Der zuweilen überraschend starke Placeboeffekt müsste dem Scheinpräparat doch eigentlich eine markante Position im medizinischen Alltag verschaffen. Insbesondere bei Beschwerden, wo selbst die moderne Arzneimittelforschung nichts Gescheites anzubieten hat, wäre doch ein Placebo das Mittel der Wahl: eine kostengünstige «Medikation» mit insgesamt nur unerheblichen Nebenwirkungen. Die medizinische Praxis steht jedoch vor einem Dilemma. Der Arzt hat die Pflicht, den Patienten wahrheitsgetreu über die Behandlung aufzuklären. Informiert er den Kranken aber über die Placebotherapie, bleibt die Wirkung aus.
So nutzen unsere Medizinmänner und -frauen wohl mit ihrer Persönlichkeit und dem therapeutischen Drum und Dran die Suggestivkraft ärztlichen Handels, zur leeren Pille greifen sie aber nur ganz ausnahmsweise. Da gar mancher Kranke jedoch seine Tablette, seine Tropfen will, bleibt nur der Trick mit den «Pseudoplacebos» - Medikamenten, die zwar auf irgendwelchen Wirksubstanzen beruhen, deren allenfalls günstiger Einfluss auf eine Krankheit aber mit grösster Wahrscheinlichkeit nicht auf einem anerkannten pharmakologischen Effekt beruht.
Tatsächlich weiss man selbst nach über hundert Jahren rationaler Medizin von einem Drittel bis zur Hälfte aller heute von Ärzten verschriebenen Mittel nicht, warum und wie sie auf die diagnostizierte Krankheit wirken - wenn überhaupt. Eine wissenschaftlich abgesicherte Wirkung haben lediglich etwa 20 Prozent aller gebräuchlichen Heilmittel. Und das Verschreiben von Arzneien hat nationale Traditionen, die unmöglich sachlich begründet sein können. Warum etwa werden in Deutschland sechsmal häufiger Herzmedikamente genommen als in Frankreich oder England? In Deutschland gibt es unter dem Namen «Herzinsuffizienz» eine mystische nationale Exklusivität mit entsprechendem Pharma-Umsatz. Dafür sehen französische Ärzte bei ihren Patienten enorm viele «crises de foie» (Leberkrisen), die sich im Vergleich zu andern Ländern keineswegs mit Galliens Alkoholkonsum erklären lassen.

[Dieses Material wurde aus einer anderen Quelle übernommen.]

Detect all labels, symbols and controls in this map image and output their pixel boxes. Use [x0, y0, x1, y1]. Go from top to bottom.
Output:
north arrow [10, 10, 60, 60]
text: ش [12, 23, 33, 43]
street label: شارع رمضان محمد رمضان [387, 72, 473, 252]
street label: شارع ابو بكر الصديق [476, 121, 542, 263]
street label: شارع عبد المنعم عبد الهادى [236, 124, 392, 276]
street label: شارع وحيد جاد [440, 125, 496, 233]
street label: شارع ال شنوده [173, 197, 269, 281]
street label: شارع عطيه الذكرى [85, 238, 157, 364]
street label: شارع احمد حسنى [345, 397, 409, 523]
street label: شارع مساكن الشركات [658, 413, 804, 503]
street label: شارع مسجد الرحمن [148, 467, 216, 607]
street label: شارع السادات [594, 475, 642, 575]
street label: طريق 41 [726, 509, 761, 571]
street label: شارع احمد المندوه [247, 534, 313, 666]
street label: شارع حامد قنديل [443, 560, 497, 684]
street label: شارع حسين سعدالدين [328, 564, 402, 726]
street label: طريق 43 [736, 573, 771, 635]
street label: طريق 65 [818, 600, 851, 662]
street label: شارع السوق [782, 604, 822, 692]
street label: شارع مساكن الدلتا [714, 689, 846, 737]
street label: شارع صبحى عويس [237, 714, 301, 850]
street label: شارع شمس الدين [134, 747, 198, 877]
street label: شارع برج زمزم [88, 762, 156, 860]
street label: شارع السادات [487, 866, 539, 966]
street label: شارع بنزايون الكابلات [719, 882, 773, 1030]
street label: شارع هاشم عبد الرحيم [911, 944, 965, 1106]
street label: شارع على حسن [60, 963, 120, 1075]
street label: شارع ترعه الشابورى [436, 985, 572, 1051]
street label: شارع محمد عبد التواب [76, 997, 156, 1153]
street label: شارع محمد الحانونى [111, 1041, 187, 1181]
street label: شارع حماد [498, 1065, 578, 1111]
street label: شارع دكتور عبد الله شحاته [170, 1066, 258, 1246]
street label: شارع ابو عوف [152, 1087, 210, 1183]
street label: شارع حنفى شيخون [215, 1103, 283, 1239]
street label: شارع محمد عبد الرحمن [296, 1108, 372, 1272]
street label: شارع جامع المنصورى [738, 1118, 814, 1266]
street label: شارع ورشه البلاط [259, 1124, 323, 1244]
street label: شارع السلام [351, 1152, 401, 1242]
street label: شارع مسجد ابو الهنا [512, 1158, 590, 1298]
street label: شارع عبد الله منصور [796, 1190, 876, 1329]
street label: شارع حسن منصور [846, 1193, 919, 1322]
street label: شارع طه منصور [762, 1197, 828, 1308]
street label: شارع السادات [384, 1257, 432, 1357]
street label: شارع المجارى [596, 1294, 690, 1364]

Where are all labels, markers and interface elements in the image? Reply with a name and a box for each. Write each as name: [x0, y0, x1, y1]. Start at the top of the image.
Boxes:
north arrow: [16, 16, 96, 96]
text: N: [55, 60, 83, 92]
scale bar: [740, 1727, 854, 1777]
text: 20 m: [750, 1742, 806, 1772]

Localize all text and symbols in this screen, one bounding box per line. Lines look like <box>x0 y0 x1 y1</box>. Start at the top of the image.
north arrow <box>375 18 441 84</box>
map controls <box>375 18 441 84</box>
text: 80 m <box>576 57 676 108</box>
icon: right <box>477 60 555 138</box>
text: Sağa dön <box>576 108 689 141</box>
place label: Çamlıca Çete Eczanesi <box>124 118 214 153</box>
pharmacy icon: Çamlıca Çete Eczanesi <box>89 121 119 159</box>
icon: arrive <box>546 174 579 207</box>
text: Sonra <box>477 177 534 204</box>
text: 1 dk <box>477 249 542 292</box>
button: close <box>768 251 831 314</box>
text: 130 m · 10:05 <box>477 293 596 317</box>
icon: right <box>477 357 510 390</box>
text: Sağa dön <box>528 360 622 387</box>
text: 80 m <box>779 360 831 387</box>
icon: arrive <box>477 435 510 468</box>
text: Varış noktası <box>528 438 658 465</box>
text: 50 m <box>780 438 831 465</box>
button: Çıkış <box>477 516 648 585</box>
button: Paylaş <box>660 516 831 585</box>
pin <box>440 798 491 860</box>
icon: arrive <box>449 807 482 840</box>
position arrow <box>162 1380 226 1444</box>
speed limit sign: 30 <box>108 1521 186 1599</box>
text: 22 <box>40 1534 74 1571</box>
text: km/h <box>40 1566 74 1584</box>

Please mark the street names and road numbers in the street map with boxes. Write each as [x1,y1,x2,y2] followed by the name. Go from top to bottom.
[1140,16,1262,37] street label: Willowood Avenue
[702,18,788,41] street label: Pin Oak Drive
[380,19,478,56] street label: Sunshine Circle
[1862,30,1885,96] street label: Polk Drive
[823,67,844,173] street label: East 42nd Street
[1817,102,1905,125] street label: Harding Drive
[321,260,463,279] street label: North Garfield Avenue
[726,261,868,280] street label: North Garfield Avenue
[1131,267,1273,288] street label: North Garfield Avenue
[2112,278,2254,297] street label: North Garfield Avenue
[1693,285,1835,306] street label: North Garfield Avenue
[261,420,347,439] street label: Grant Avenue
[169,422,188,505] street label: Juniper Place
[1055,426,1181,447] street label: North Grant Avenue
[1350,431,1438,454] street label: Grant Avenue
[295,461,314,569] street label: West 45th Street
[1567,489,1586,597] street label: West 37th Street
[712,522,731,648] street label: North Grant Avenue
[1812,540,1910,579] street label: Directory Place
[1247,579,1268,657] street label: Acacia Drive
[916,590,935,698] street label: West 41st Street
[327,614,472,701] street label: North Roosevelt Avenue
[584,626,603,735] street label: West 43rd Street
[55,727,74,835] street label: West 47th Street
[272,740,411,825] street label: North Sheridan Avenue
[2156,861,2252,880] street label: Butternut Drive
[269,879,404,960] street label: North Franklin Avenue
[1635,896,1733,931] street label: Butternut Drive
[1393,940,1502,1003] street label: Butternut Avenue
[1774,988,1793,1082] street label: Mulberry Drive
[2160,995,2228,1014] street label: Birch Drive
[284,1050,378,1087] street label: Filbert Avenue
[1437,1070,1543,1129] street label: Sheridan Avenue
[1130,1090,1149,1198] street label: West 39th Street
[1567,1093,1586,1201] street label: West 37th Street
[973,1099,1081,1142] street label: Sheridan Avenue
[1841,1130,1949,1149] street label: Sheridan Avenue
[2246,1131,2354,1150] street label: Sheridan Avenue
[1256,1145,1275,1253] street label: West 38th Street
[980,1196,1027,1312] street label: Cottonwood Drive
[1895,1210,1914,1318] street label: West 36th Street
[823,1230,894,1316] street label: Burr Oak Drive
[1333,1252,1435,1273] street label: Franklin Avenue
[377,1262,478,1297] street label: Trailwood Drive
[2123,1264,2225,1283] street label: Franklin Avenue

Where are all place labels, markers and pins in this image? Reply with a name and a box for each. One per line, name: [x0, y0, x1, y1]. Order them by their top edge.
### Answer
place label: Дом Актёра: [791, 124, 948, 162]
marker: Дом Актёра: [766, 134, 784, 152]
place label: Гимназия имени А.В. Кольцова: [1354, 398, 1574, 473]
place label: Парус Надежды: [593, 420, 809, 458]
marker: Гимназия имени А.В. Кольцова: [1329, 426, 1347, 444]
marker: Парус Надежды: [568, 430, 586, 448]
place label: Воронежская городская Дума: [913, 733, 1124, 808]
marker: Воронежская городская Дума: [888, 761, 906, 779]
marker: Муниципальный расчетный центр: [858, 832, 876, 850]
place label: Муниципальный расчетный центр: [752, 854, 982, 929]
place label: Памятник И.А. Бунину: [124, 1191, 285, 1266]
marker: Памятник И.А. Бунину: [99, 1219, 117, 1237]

Oftmals weiss der Arzt durchaus, dass er Dinge auf den Rezeptblock schreibt, die im betreffenden Fall biologisch nichts bringen. So werden munter gegen Virusinfektionen Antibiotika, zur Steigerung der körperlichen Abwehrkraft oder zum Schutz von Leber und Nerven Vitaminpräparate verschrieben. Und was alles an potenzsteigernden Mittelchen im Schrank der Herren liegt, ist auch häufig nichts als gekaufte Hoffnung.
Man könnte versucht sein, auch solch diffuse Verschreibungspraxis noch mit einem generellen Placebonutzen zu rechtfertigen. Ethiker wie auch Ökonomen winken jedoch ab. Denn im Gegensatz zum wahren Placebo richten Pseudoplacebos durch ihre falsch eingesetzten Wirkstoffe nicht selten Schaden an. Und sie belasten das Gesundheitswesen mit enormen Summen, die der Volksgesundheit sinnvoller zufliessen könnten.
Ob nun Placebo oder Pseudoplacebo, ob vermeintliches Heilmittel oder ärztliche Überzeugungskraft - der Placeboeffekt steckt in allen Ritzen der Medizin. Das mag für die Pharmaforschung ernüchternd sein, zeigt aber nur unsere Ignoranz, was Gesundheit und Krankheit überhaupt sind, wie Körper, Geist und Seele als psychosomatische Schicksalsgemeinschaft funktionieren.
Herbert Cerutti ist Wissenschaftsredaktor der NZZ.